In FIG. 4, the ignition signal waveform supplied from the igniter 18 to the ignition coil 10 is an ignition signal from the ECU 64 for one ignition of the internal combustion engine, as shown in FIG. The waveform is switched on and off. Further, when the ignition signal is switched from on to off, the operation proceeds to a discharge period in which discharge into the cylinder 32 is started.

The ion current waveform detected by the ion current detection circuit 52 is, as shown in FIG. 4B, an ion current is generated in the cylinder 32 by the combustion of the internal combustion engine, and the ignition coil 10 is During the discharge into the cylinder 32, the ion current cannot be detected from the spark plug 20, so that an ion current waveform is generated after the discharge is completed. Further, as shown in FIG. 4B, the ion current waveform has a peak position of the ion current, and the slope of the ion current waveform toward the ion peak position is determined by the increase amount di of the ion current and the crank. The increase rate (= di / dθ) of the ion current waveform is determined from the angle width dθ, and the position where the increase rate (= di / dθ) is maximum is the maximum increase rate.

The ion current waveform is noise-removed by the noise filter provided in the ion current detection circuit 52, and the steep increase rate (= di / dθ) due to noise is not determined as the maximum amplification factor. ing. However, although the noise filter must remove steep noise generated in the ion current waveform, the waveform calculated as the maximum amplification factor is configured as a bandpass filter that is not removed as noise.

Further, in FIG. 5, the ion current waveform at the time of occurrence of a pre-ignition in the internal combustion engine has a steep slope of the maximum increase rate as shown in FIGS. Is a waveform that advances in the direction of the off timing (broken line) of the ignition signal. Further, the pre-ignition sign of the internal combustion engine becomes stronger in the order of (c) <(d) <(e) <(f), and the maximum increase rate increases as the pre-ignition sign of the internal combustion engine becomes stronger. Since the position at which the occurrence occurs advances and the ion peak position also advances, the maximum increase rate and the ion peak position have a correlation.

Further, as the pre-ignition sign of the internal combustion engine becomes stronger, the ion peak position is advanced, so that the maximum increase rate increases.

In FIG. 3, the pre-ignition precursor of the internal combustion engine and the pre-ignition threshold are shown, the vertical axis shows the maximum increase rate at which the increase amount (= di / dθ) is the largest, and the horizontal axis is The crank angle when the maximum increase rate is reached (hereinafter referred to as “maximum crank angle”) is shown. Further, the vertical axis indicates the increase rate threshold for the maximum increase rate by a broken line, and the vertical axis indicates the crank angle threshold for the maximum crank angle by a broken line.
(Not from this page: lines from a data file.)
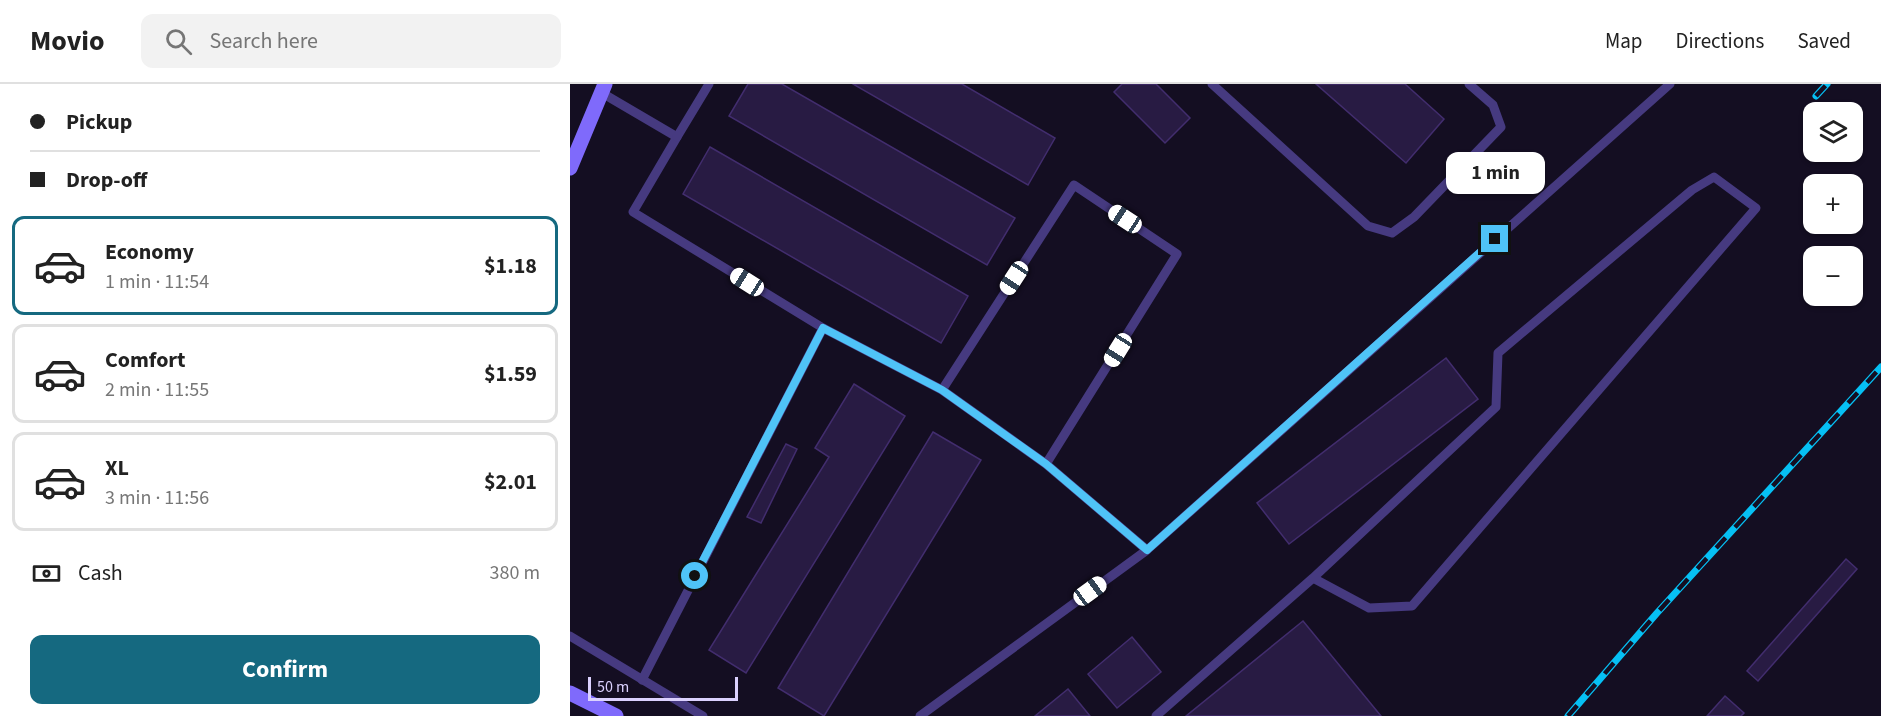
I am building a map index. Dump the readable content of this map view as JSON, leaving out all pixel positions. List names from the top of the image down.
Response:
{
  "scale_bar": "50 m",
  "page": {
    "header": "Movio",
    "search": "Search here",
    "nav": ["Map", "Directions", "Saved"],
    "banner": ["Pickup", "Drop-off"],
    "map_buttons": ["+", "−"],
    "bubble": "1 min",
    "list": [
      {
        "name": "Economy",
        "note": "1 min · 11:54",
        "value": "$1.18"
      },
      {
        "name": "Comfort",
        "note": "2 min · 11:55",
        "value": "$1.59"
      },
      {
        "name": "XL",
        "note": "3 min · 11:56",
        "value": "$2.01"
      }
    ],
    "pay": ["Cash", "380 m"],
    "buttons": "Confirm",
    "scale": "50 m"
  }
}
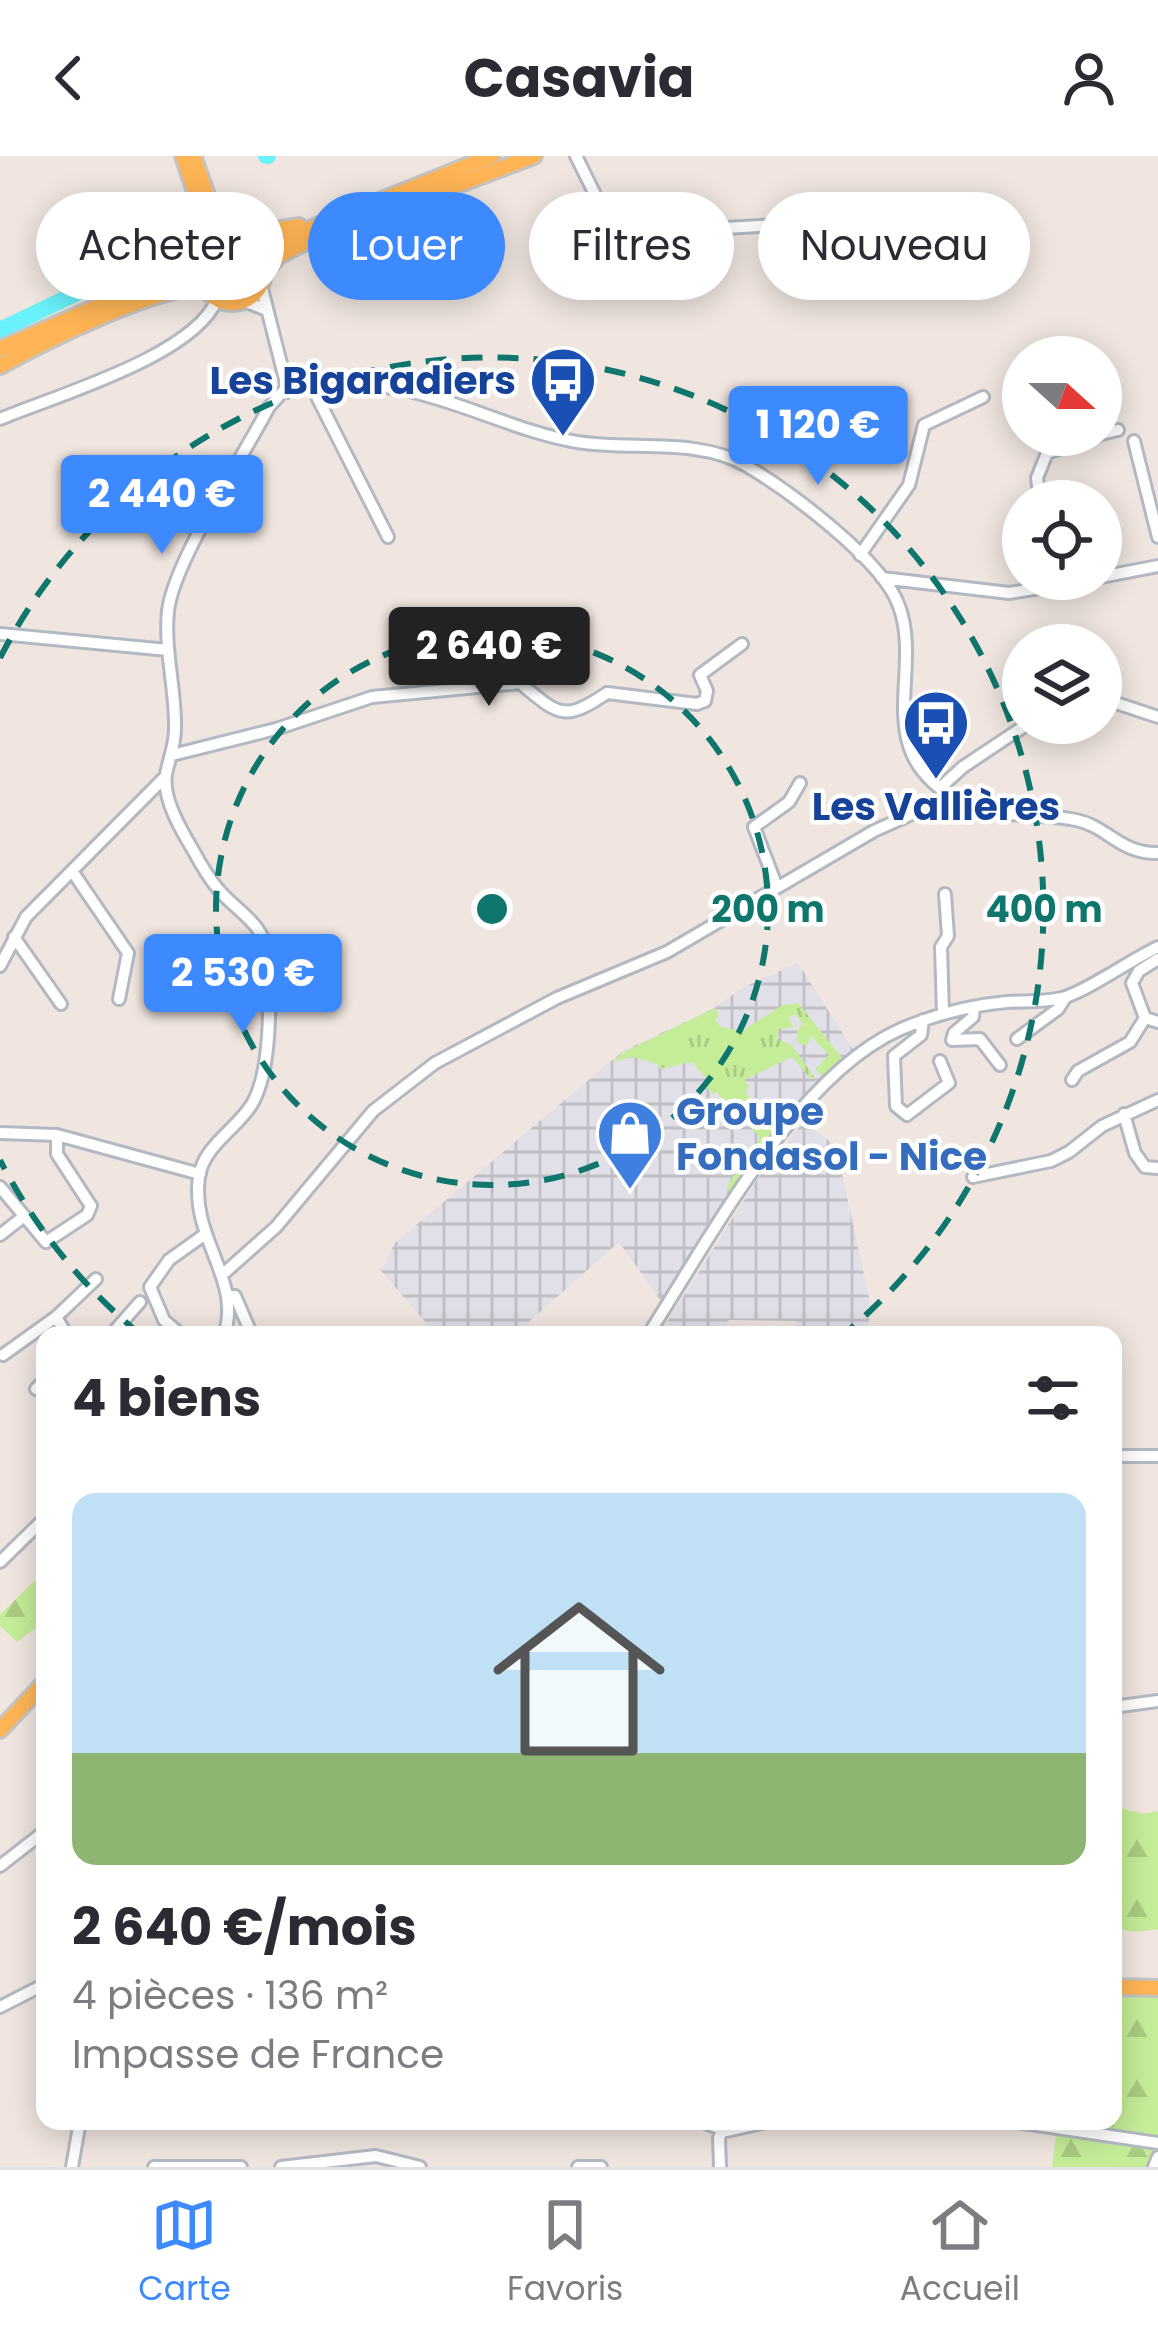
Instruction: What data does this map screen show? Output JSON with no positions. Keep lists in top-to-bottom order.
{
  "places": {
    "bus stop": ["Les Bigaradiers", "Les Vallières"],
    "shop": ["Groupe Fondasol - Nice"]
  },
  "north": "right",
  "page": {
    "header": "Casavia",
    "chip": [
      "Acheter",
      "Louer",
      "Filtres",
      "Nouveau"
    ],
    "price": [
      "1 120 €",
      "2 440 €",
      "2 640 €",
      "2 530 €"
    ],
    "heading": "4 biens",
    "list": [
      {
        "name": "2 640 €/mois",
        "note": "4 pièces · 136 m² · Impasse de France"
      }
    ],
    "tabs": ["Carte", "Favoris", "Accueil"]
  },
  "rings": ["200 m", "400 m"]
}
In the increase rate threshold value and the crank angle threshold value, the maximum increase rate is equal to or greater than the increase rate threshold value, and the maximum crank angle is advanced from the crank angle threshold value. Range A is set. Further, the range A is a range in which it is determined that preignition and preignition have occurred in the internal combustion engine because the steep maximum increase rate occurs at a position close to the off timing of the ignition signal. Is set.

A range B is defined when the maximum increase rate is equal to or greater than the increase rate threshold value and the maximum crank angle is retarded from the crank angle threshold value. Further, although the maximum increase rate is steep in the range B, since the maximum increase rate is generated at a position far from the off timing of the ignition signal, the combustion state of the internal combustion engine is referred to as normal combustion. The judgment range is set.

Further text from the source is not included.